Whenever a new lens is announced, we always get a breakdown of the optical elements that make up the whole. So many elements in however many groups. It’s often followed by statistics about how many there are of different types of elements. Low dispersion, extra-low dispersion, aspherical, etc. But that last one, what does it mean?
Well, in simple terms, it’s why modern lenses exhibit much less chromatic aberration and increased edge-to-edge sharpness than lenses of the past. They’re designed to solve issues inherent in most spherical lenses used in the past, and this three-minute video from Canon explains exactly how and why they work.
Designing and manufacturing aspherical lenses is much more difficult than spherical ones. The shape of spherical lenses is pretty much set in stone. They’re essentially slices cut from the outside of a sphere. They’re all based around an arc of a given radius. But aspherical ones, just by their very nature aren’t that simple. But the effort is definitely worth it.
As you can see from the illustrations above, aspherical elements have a very varied cross-section. Aspherical lenses are used to help correct misalignments in the path of light as it travels through the lens that cause different parts of the image to converge at the wrong point. Their goal is to solve the issue of softness and chromatic aberration as you move out from the centre of the lens.
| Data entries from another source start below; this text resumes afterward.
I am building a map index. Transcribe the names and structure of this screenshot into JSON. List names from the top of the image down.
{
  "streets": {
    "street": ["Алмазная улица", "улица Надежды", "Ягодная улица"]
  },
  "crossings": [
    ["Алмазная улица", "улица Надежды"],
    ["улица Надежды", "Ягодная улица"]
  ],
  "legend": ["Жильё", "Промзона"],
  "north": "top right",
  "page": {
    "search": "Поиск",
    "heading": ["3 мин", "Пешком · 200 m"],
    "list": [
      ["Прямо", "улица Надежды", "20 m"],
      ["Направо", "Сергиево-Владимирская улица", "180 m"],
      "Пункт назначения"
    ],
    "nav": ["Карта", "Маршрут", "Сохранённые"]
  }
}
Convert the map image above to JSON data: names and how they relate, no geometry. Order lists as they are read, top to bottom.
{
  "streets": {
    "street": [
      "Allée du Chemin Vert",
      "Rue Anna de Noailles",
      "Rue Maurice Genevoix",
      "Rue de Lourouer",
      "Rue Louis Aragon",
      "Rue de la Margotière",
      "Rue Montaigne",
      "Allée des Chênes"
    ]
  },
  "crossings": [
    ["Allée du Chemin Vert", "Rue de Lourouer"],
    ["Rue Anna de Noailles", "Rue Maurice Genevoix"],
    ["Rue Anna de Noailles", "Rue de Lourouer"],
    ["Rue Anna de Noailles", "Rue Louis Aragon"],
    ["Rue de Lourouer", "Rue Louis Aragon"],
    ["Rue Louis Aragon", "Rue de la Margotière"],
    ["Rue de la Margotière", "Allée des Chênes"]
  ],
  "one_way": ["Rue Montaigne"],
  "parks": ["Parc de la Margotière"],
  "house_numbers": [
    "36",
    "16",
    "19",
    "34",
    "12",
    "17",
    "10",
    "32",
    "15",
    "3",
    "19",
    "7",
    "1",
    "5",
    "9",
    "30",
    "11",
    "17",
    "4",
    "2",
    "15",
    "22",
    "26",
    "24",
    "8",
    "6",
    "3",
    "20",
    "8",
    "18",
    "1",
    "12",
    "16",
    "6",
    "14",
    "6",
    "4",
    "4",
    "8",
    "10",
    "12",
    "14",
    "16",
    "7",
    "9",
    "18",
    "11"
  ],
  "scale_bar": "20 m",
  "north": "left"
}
I do find it perhaps a little ironic that the pursuit of perfection in lenses, particularly over the last couple of decades has led to so many older vintage lenses being popular today. Lenses that don’t have advanced aspherical elements and offer an “imperfect” view of our world by today’s standards. But there’s definitely a time for perfection when it comes to lenses – particularly when working for clients that have exact and demanding needs.